A new study uncovers how working at 35,000 feet may disrupt DNA repair and immune function in flight attendants, offering fresh insights into the health risks faced by cabin crews and the urgent need for stronger protections.
Study: Suppressed DNA repair capacity in flight attendants after air travel. Image Credit: Feruzbek / Shutterstock.com
An increased cancer risk and compromised reproductive health among flight attendants (FAs) could be due to impaired genomic stability and altered immune responses linked to their air travel. A recent study in the journal Scientific Reports investigates whether alterations in DNA damage and repair in FAs are related to flight travel.

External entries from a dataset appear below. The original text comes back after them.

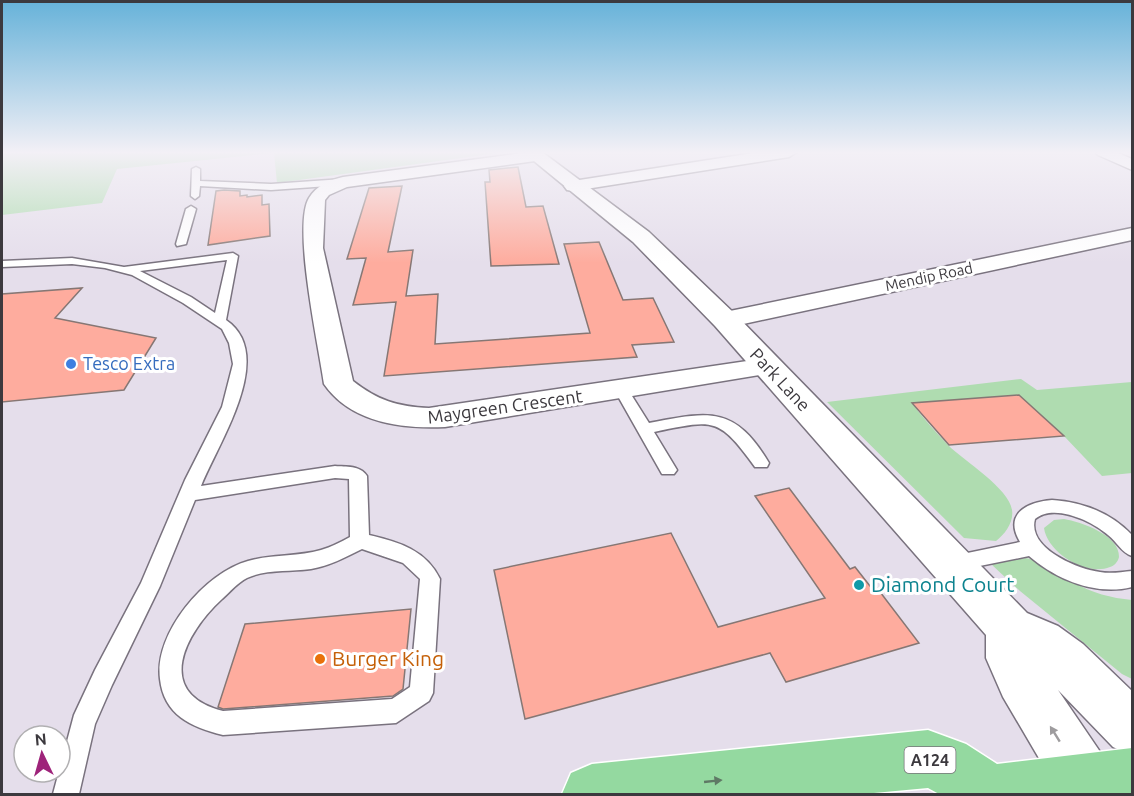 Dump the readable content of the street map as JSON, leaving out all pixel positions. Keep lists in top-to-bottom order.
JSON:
{
  "streets": {
    "main road": ["A124"],
    "street": ["Mendip Road", "Park Lane", "Maygreen Crescent"]
  },
  "crossings": [
    ["Mendip Road", "Park Lane"],
    ["Park Lane", "Maygreen Crescent"]
  ],
  "places": ["Tesco Extra", "Diamond Court", "Burger King"],
  "north": "top"
} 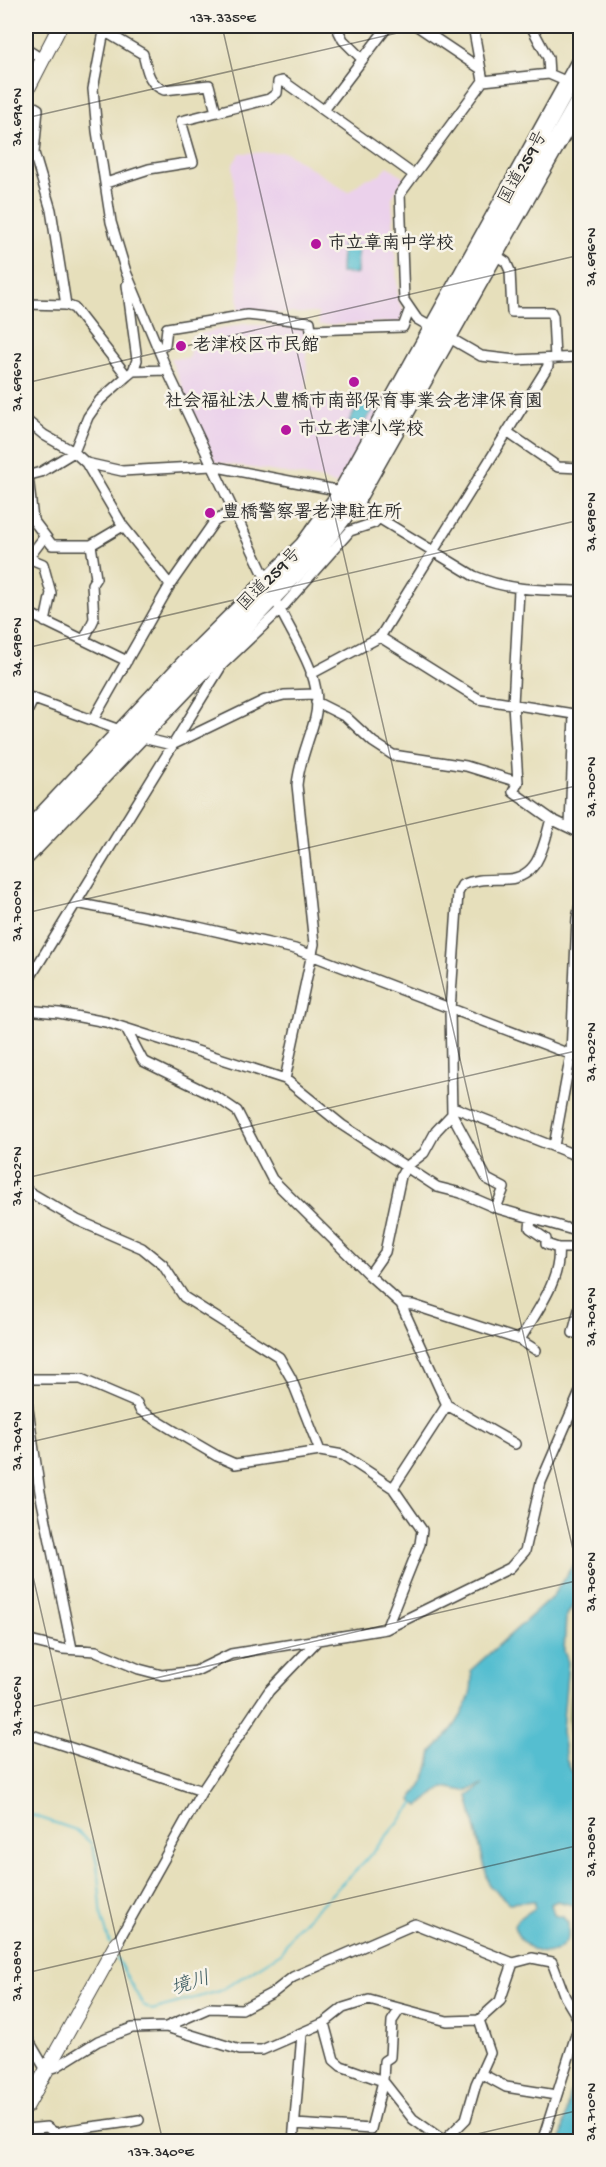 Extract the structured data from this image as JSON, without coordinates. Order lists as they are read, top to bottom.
{
  "streets": {
    "highway": ["国道259号"]
  },
  "water": ["境川"],
  "places": [
    "市立章南中学校",
    "老津校区市民館",
    "社会福祉法人豊橋市南部保育事業会老津保育園",
    "市立老津小学校",
    "豊橋警察署老津駐在所"
  ],
  "coordinates": [
    "137.335°E",
    "34.694°N",
    "34.696°N",
    "34.698°N",
    "34.700°N",
    "34.702°N",
    "34.704°N",
    "34.706°N",
    "34.708°N",
    "34.710°N",
    "137.340°E"
  ]
}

Occupational hazards and cancer risk in FAs
FAs experience strong radiological and toxin exposure from cosmic radiation and cabin air. These workers are also exposed to many biological, physical, and psychosocial stressors through difficult interactions with passengers or quick turnaround times between flights.
As compared to the general population, epidemiological studies have reported that FAs are at a greater risk of developing breast and skin cancer, as well as non-Hodgkin lymphoma, and experiencing adverse reproductive outcomes. However, the underlying mechanisms associated with this increased cancer risk and other health issues in FAs remain unclear.

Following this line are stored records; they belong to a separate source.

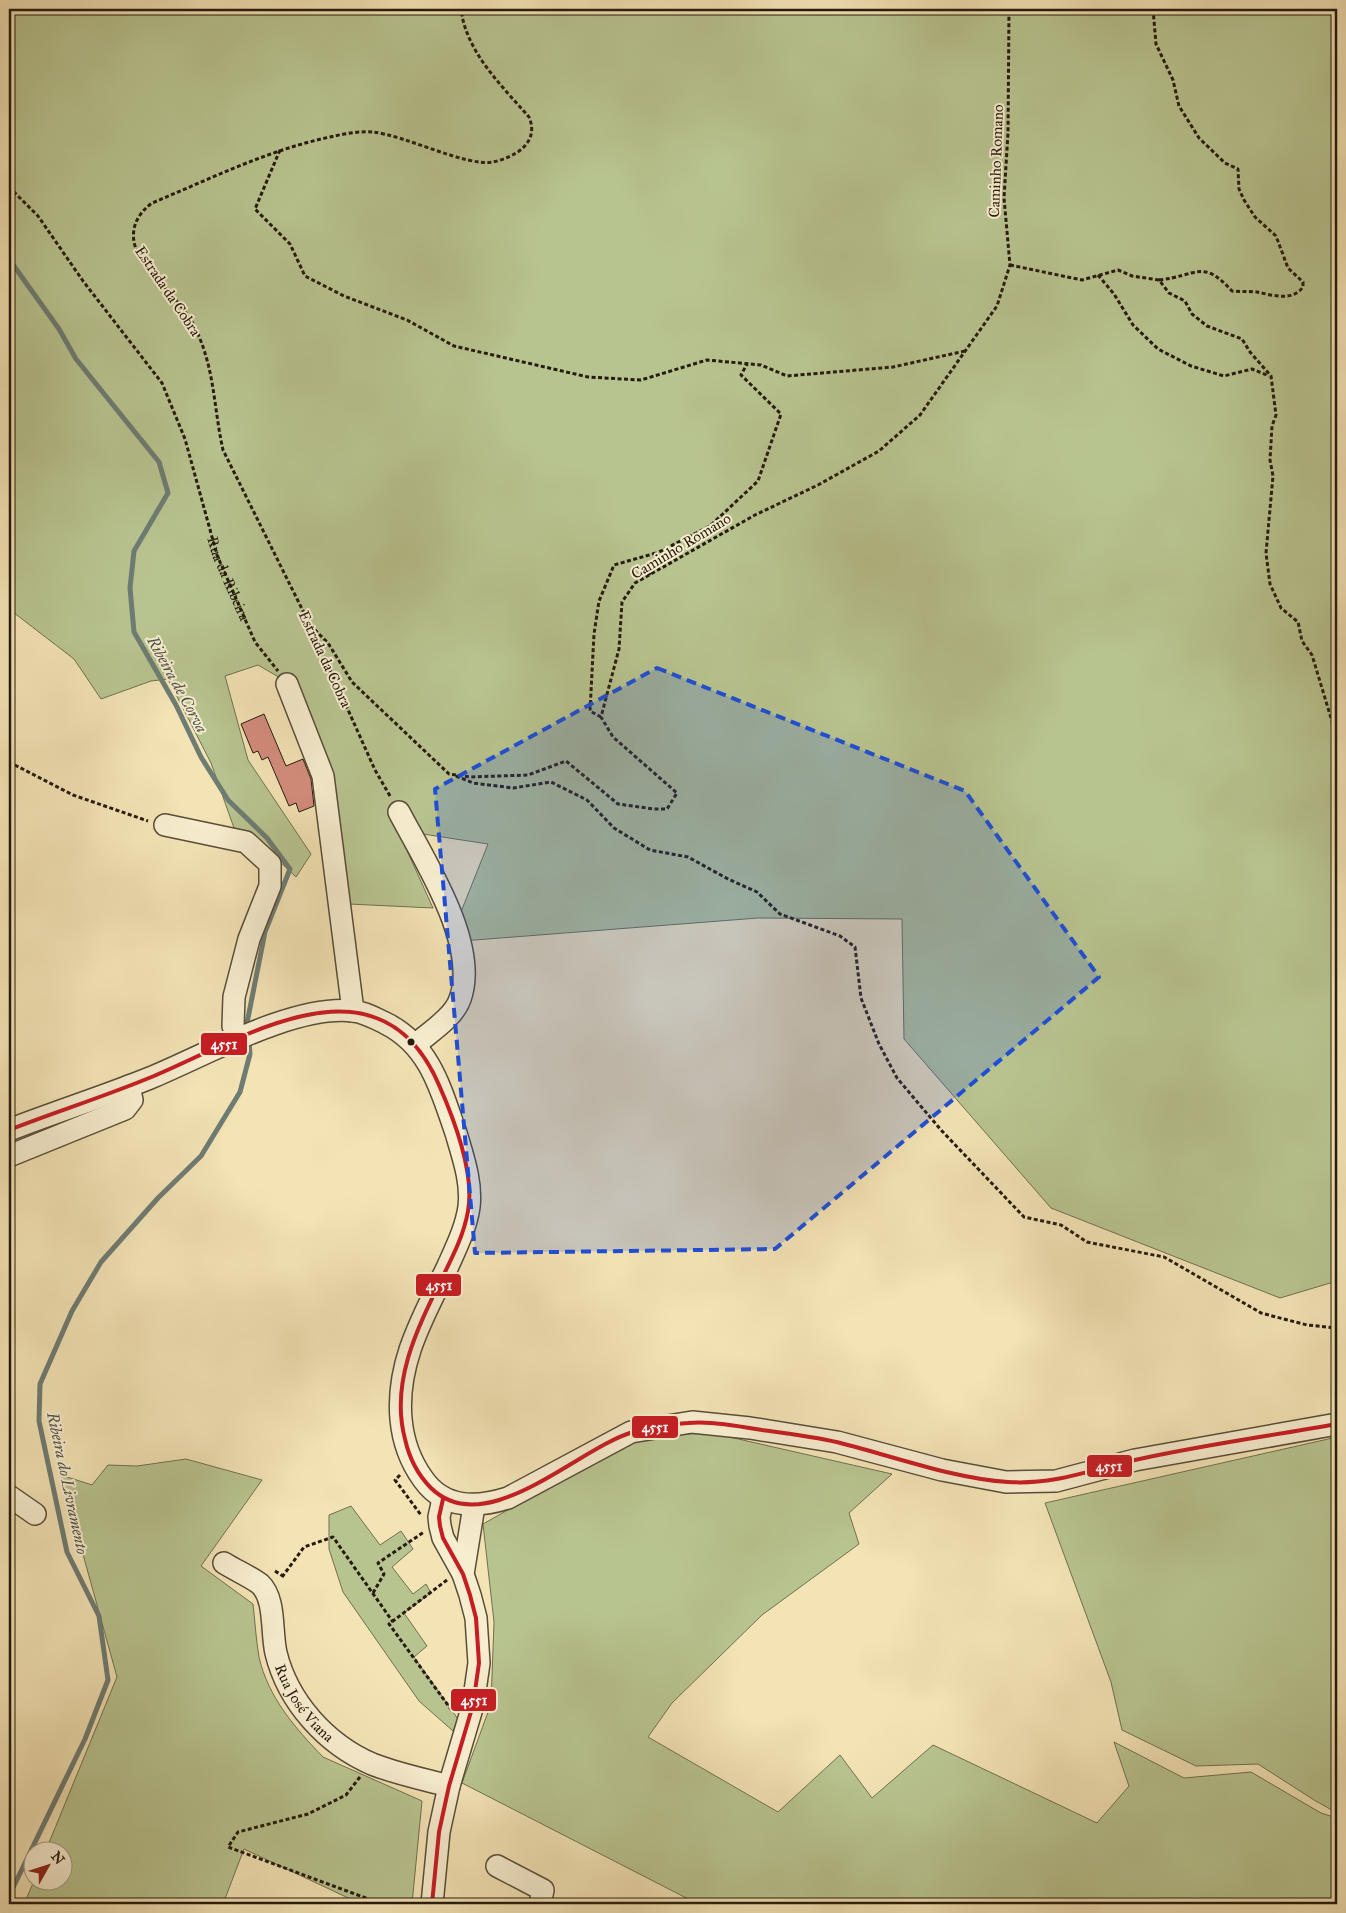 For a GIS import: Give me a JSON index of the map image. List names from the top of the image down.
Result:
{
  "streets": {
    "street": ["Rua José Viana"],
    "path": ["Caminho Romano", "Estrada da Cobra", "Rua da Ribeira"]
  },
  "water": ["Ribeira de Corva", "Ribeira do Livramento"],
  "lines": ["transit line 4551"],
  "north": "top right"
}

Previous studies have reported that environmental and occupational exposure to DNA-damaging agents can lead to transcriptional stress, cell death, genomic instability, stress, and senescence. Occupational hazards may also increase the risk of DNA damage by inducing inflammatory responses that produce endogenous reactive oxygen species (ROS).
In humans, many DNA repair mechanisms, such as mismatch repair (MMR), base excision repair (BER), non-homologous end joining (NHEJ), homologous recombination (HR), and nucleotide excision repair (NER), are inherently present to protect the native genome from DNA-damaging agents. However, a defective DNA repair system increases the risk of several diseases, particularly cancer.
About the study
This preliminary investigation hypothesized that altered DNA repair and immune responses are the potential underlying mechanisms responsible for increased cancer risk in FAs. To test this hypothesis, the effect of air travel on DNA damage and repair responses in FAs was assessed.

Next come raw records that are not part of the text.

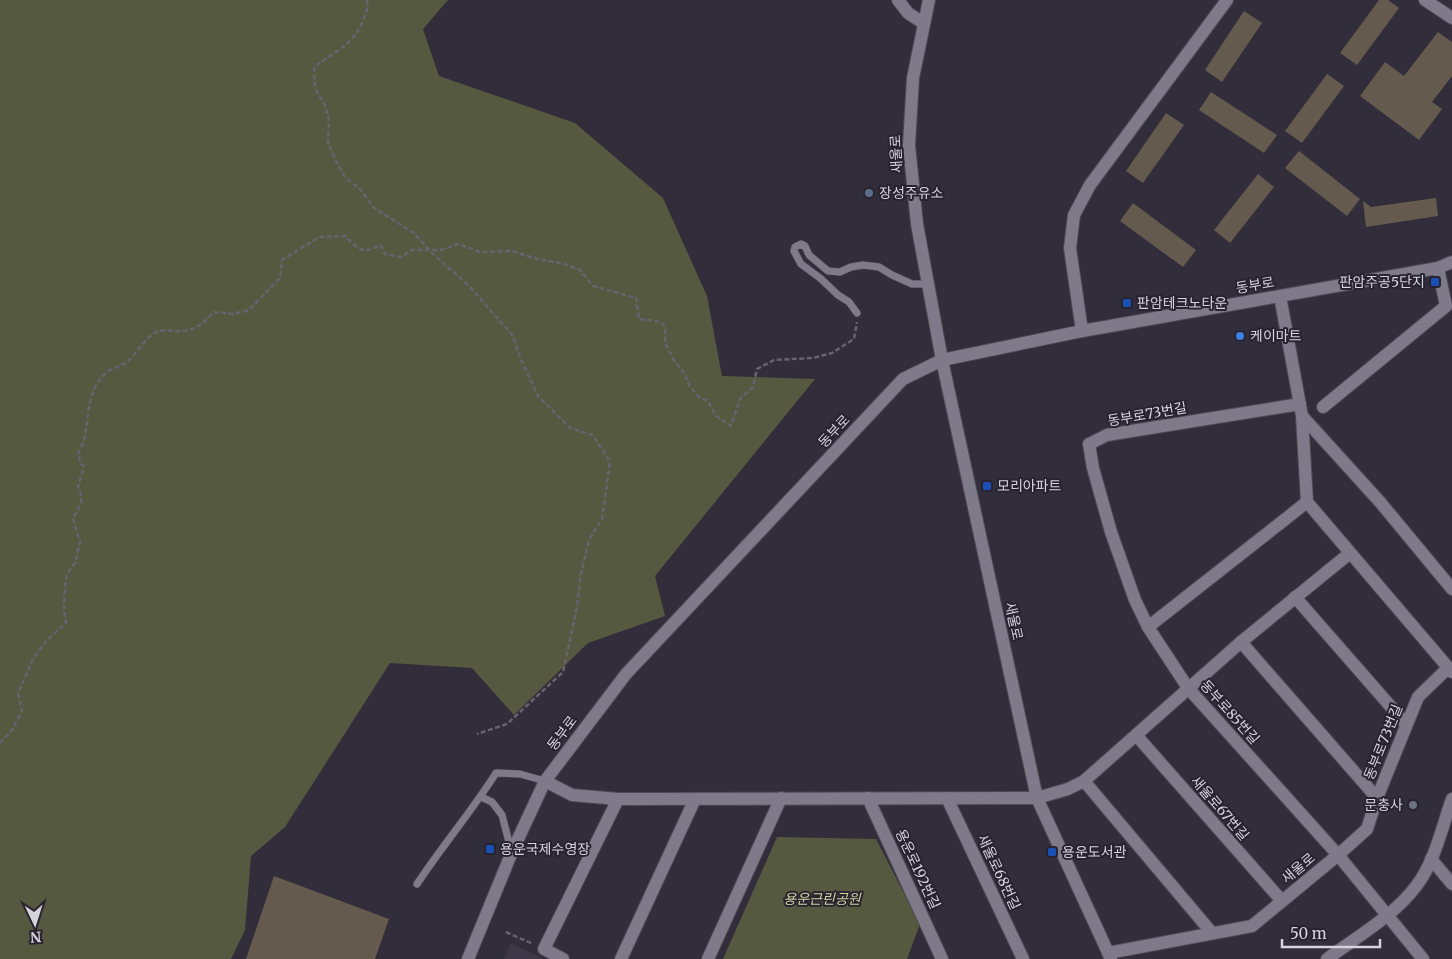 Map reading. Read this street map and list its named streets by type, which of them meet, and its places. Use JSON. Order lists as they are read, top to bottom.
{
  "streets": {
    "street": [
      "새울로",
      "동부로",
      "동부로73번길",
      "동부로85번길",
      "새울로67번길",
      "용운로192번길",
      "새울로68번길"
    ]
  },
  "crossings": [
    ["새울로", "동부로"],
    ["새울로", "동부로73번길"],
    ["새울로", "동부로85번길"],
    ["새울로", "새울로67번길"],
    ["동부로73번길", "동부로85번길"]
  ],
  "parks": ["용운근린공원"],
  "places": {
    "other": ["장성주유소", "케이마트", "문충사"],
    "transit": [
      "판암주공5단지",
      "판암테크노타운",
      "모리아파트",
      "용운국제수영장",
      "용운도서관"
    ]
  },
  "scale_bar": "50 m",
  "north": "bottom"
}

Blood samples from FAs were collected before flight (BF) and after flight (AF). DNA repair capacity (DRC) for DNA repair pathways, including NHEJ, BER, NER, MMR, and HR, was assessed using functional high-throughput, fluorescence multiplex-based host cell reactivation (FM-HCR) assays. FA blood samples were analyzed using an unprecedented method of DNA repair based on host cell reactivation technology in resting lymphocytes.
Blood samples for BF measurements were collected five to 12 hours before flight departure from Boston Logan International Airport, and blood samples for AF assessments were collected within 1.5 hours of landing at the same airport. The duration between departure and return varied between 27 hours and 10 days, depending on each individual’s flight schedule.
Study findings
This pilot study included a small sample of nine FAs, three of whom were male and six females between 24 and 64 years of age, were included in the research. All study participants were White and non-smokers, whereas five individuals were considered overweight. The employment duration as an FA ranged from two to 41 years.
Employment duration and age were associated with chronic mutagenic exposure and disease risks. Differential blood cell counts indicated the impact of flight travel on the immune system.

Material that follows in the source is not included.